Trying to apply NEC 430.32.A.1 to size motor overloads for an airhandling unit (ahu). Motor 460v, 3phase, 2hp, FLA 3.4amps, SFA 1.5%. Applying 3.4 x 1.25 = 4.25 . As I read 430.32.C this is increased even higher.
After an air balance the motor is over amping and the electrician refuses to increase heater size. Am I right in how this is applied and when beyond motor FLA is not the motor in an overload condition?


----------



## nitro71 (Sep 17, 2009)

What's over amping? Is it blowing the overloads or tripping the breaker feeding it?


----------



## Jlarson (Jun 28, 2009)

mightyjoe said:


> After an air balance the motor is over amping and the electrician refuses to increase heater size. Am I right in how this is applied and when beyond motor FLA is not the motor in an overload condition?


Sounds like you are trying to move too much air.


----------



## jwjrw (Jan 14, 2010)

Did it ever occur to you he wouldn't upsize the heater for a reason?:whistling2:


----------



## nitro71 (Sep 17, 2009)

If the motor is overloading increasing heaters won't fix it. Motor will just burn up then.


----------



## RIVETER (Sep 26, 2009)

Check the makeup air. If you are starving the fan on the motor it will draw more.


----------



## Jlarson (Jun 28, 2009)

RIVETER said:


> Check the makeup air. If you are starving the fan on the motor it will draw more.


Moving less air should cause a drop in amps.


----------



## RIVETER (Sep 26, 2009)

Jlarson said:


> Moving less air should cause a drop in amps.


Moving less air...but trying to...and can't.


----------



## Magnettica (Jan 23, 2007)

Wait a second... if this is an air handling unit won't there already be overload protection built in to the motor?


----------



## mattsilkwood (Sep 21, 2008)

RIVETER said:


> Moving less air...but trying to...and can't.


 It's not a pump, if no air is moving it will cause a drop in amps.

Is this motor the right rpm for the application? On a centrifugal fan if it is spinning too fast the draw will go up alot. 

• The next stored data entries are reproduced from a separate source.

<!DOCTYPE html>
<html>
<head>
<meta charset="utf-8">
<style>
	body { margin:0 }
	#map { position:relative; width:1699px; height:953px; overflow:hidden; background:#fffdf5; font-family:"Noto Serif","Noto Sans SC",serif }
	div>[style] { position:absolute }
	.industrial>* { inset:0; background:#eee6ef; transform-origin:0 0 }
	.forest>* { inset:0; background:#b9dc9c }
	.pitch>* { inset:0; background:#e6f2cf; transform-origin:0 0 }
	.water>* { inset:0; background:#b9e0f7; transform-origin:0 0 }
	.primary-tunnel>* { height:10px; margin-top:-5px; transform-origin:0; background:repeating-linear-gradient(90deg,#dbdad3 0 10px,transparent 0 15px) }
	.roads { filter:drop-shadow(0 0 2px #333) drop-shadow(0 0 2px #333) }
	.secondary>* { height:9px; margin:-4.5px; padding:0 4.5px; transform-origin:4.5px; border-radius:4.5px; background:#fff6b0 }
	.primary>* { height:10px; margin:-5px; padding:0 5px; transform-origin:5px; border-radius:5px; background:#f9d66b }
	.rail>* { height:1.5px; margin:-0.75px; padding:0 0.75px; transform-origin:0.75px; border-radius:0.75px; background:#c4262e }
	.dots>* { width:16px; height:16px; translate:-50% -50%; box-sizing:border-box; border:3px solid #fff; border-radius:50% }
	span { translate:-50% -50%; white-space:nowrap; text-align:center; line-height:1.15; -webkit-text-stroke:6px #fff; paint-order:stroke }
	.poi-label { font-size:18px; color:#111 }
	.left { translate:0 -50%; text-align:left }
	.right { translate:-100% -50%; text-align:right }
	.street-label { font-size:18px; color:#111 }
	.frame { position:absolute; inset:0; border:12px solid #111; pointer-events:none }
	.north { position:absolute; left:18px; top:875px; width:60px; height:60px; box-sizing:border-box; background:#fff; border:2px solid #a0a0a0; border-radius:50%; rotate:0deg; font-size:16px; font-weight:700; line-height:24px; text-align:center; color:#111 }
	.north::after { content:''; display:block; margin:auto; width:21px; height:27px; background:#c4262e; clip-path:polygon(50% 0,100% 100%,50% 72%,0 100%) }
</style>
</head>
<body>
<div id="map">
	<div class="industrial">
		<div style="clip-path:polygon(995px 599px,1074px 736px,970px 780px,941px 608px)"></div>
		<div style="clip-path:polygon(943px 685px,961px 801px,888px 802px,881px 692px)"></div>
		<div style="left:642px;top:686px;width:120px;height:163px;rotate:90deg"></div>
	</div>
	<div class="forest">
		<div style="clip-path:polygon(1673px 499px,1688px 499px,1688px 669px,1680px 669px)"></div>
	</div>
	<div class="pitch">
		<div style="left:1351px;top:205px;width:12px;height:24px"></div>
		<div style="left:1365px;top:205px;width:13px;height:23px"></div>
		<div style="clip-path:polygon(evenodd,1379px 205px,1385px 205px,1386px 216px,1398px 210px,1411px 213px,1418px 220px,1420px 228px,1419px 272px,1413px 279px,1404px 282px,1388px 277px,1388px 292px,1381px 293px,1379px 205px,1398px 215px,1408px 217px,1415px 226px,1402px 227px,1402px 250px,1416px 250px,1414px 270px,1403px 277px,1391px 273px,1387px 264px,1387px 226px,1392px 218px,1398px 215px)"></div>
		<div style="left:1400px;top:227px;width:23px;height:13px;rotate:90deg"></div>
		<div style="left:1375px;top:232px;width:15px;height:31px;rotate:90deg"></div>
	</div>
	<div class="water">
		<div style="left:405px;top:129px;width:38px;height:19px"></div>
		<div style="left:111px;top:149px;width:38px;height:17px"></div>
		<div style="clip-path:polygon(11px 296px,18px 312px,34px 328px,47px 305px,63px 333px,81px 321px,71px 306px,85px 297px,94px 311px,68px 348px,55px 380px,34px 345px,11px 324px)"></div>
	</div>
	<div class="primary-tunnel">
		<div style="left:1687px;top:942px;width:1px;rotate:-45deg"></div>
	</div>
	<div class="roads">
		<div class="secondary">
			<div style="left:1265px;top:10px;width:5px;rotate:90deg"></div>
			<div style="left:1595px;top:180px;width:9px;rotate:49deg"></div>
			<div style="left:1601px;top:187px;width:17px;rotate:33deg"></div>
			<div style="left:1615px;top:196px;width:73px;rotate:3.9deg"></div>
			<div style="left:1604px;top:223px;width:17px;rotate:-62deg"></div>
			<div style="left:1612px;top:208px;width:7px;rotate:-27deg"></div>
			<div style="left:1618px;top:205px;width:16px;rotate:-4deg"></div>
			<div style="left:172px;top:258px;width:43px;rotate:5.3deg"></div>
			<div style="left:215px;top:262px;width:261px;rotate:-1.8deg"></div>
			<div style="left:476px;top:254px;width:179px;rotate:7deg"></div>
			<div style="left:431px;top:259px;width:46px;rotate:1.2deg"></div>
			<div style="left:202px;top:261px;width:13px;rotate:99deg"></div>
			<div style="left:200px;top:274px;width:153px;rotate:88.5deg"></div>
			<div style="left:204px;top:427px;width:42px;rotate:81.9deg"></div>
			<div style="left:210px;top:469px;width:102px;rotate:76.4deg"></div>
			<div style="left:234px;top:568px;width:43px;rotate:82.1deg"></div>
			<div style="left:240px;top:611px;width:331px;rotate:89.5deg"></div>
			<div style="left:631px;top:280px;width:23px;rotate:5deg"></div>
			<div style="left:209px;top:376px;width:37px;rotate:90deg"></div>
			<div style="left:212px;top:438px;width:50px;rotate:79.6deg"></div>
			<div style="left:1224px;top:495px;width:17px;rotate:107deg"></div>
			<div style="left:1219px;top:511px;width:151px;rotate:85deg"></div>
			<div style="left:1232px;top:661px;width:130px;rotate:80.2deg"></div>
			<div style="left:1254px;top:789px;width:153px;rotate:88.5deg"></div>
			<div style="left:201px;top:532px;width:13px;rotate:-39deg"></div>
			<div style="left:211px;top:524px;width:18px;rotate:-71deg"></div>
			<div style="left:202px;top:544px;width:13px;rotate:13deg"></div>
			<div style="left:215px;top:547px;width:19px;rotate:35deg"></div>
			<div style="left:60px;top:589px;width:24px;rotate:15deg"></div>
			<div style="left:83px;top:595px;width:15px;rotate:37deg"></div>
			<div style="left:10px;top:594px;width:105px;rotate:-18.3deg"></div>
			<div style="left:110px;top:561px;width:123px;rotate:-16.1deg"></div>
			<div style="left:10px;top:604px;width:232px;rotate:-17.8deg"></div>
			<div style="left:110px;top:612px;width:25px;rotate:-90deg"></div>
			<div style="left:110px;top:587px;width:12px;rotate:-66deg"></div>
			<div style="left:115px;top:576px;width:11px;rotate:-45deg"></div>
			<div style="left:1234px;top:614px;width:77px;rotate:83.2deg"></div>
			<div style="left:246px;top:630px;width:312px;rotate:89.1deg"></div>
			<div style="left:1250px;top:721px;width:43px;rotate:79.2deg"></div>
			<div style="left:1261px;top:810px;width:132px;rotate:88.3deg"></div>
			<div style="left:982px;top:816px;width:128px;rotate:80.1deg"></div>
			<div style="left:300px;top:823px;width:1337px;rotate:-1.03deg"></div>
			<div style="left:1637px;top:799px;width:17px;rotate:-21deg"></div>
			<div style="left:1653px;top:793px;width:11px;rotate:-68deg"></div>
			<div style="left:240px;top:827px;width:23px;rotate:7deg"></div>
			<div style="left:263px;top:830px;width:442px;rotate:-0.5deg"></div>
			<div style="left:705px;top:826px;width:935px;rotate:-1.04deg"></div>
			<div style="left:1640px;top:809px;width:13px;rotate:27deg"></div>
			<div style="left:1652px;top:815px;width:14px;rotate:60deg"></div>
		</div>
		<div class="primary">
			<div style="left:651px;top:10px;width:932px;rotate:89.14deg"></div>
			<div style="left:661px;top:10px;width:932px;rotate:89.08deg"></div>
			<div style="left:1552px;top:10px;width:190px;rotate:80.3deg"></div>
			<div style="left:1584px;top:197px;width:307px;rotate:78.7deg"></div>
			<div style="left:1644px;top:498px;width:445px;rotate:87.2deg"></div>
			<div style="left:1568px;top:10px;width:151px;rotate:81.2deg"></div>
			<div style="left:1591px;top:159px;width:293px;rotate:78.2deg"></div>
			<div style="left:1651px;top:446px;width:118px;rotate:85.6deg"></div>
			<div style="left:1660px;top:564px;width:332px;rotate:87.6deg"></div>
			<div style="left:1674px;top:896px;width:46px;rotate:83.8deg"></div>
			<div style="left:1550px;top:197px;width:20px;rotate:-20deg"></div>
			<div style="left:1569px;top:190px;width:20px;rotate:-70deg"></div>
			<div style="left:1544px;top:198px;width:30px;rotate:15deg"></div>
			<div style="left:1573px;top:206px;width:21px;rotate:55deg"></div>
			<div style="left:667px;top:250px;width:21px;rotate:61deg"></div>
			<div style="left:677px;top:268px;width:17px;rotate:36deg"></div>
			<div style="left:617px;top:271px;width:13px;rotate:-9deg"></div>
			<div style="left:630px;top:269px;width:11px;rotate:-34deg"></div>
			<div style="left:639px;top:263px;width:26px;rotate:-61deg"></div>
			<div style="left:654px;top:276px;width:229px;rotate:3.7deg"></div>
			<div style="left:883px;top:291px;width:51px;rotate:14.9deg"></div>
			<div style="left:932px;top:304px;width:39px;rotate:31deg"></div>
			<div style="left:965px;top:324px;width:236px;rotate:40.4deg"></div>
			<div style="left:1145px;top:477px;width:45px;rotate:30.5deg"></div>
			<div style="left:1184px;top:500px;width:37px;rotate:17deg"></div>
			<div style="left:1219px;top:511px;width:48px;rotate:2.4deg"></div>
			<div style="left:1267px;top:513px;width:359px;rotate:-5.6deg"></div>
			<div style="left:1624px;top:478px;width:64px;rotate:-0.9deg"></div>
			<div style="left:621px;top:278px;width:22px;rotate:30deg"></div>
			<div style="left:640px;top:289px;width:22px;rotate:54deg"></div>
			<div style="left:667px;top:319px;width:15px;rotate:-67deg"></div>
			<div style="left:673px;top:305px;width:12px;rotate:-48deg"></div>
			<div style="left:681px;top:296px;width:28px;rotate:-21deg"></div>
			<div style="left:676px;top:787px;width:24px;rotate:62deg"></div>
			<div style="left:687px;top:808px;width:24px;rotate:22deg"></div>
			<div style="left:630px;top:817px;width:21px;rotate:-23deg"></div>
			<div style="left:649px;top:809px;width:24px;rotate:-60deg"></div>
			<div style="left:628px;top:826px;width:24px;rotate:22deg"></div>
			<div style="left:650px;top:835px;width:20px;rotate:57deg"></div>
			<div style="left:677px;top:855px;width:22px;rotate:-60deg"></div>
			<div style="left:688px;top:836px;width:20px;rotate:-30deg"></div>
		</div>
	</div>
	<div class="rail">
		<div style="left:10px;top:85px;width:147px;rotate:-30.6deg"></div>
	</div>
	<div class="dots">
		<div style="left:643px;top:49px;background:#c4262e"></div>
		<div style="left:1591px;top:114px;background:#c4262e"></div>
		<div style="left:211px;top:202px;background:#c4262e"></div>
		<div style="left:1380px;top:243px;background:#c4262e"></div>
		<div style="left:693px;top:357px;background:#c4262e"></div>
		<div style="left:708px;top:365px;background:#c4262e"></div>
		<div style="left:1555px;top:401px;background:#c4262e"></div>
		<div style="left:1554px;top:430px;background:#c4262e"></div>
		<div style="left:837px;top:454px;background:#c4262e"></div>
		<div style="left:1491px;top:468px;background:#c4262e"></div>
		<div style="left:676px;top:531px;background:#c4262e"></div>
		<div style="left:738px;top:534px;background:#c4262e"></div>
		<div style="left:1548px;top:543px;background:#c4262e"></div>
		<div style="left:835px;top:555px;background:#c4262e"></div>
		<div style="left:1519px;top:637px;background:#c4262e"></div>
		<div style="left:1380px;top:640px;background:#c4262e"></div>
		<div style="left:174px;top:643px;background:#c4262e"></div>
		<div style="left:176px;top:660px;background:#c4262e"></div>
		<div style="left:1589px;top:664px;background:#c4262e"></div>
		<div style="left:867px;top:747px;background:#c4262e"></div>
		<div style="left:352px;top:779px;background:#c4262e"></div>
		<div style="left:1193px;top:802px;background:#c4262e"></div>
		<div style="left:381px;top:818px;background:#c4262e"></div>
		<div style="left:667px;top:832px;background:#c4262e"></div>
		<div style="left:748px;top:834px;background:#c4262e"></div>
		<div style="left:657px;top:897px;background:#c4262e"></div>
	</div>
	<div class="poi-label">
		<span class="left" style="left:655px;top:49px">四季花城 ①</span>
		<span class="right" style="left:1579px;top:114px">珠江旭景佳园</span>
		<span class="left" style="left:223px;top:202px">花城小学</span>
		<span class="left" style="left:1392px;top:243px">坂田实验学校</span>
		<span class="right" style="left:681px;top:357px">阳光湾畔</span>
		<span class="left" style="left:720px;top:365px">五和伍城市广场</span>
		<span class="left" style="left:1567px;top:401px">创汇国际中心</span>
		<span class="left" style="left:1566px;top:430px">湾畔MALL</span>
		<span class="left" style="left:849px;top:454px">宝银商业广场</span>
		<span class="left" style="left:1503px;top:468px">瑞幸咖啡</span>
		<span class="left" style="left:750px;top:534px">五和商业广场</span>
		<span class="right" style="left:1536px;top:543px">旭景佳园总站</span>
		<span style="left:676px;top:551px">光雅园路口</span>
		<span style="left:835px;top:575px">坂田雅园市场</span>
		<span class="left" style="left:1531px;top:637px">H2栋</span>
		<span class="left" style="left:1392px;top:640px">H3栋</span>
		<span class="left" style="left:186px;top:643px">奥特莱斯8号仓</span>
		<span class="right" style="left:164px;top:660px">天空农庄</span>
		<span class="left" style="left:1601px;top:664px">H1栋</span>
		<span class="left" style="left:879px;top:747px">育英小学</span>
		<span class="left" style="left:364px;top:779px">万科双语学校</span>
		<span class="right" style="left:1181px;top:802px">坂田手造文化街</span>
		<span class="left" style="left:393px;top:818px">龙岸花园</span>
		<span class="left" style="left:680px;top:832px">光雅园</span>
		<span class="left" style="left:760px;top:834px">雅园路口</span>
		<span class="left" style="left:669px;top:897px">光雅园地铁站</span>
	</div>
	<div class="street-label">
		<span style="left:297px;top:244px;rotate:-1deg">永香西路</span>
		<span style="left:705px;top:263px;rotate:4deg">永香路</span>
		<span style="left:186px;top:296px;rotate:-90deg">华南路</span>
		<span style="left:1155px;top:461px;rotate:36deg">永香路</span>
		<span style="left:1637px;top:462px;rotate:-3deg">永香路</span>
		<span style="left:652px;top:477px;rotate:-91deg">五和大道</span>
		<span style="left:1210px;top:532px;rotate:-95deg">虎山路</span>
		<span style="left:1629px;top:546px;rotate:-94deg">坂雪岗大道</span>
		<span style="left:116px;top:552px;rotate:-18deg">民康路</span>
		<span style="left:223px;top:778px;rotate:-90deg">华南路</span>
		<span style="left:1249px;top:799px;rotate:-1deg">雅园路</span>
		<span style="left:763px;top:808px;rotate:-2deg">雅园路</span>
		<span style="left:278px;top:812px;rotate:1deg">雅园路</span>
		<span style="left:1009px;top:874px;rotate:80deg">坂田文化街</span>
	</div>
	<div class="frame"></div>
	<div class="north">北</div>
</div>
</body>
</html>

Google centrifugal fan curve.


----------



## wdemos (Nov 27, 2008)

*It's not a pump*



mattsilkwood said:


> It's not a pump, if no air is moving it will cause a drop in amps.
> 
> Is this motor the right rpm for the application? On a centrifugal fan if it is spinning too fast the draw will go up alot.
> 
> Google centrifugal fan curve.


A centrifugal pump will also draw less current.
A positive displacement pump will will draw more.
I would double check fan motor rpm as well.


----------



## mightyjoe (Sep 20, 2010)

nitro71 said:


> What's over amping? Is it blowing the overloads or tripping the breaker feeding it?


over amping 4.1 amps


----------



## Jlarson (Jun 28, 2009)

mightyjoe said:


> over amping 4.1 amps


So this is an AHU right, any dampers and/or registers you can close "down stream" of the fan?


----------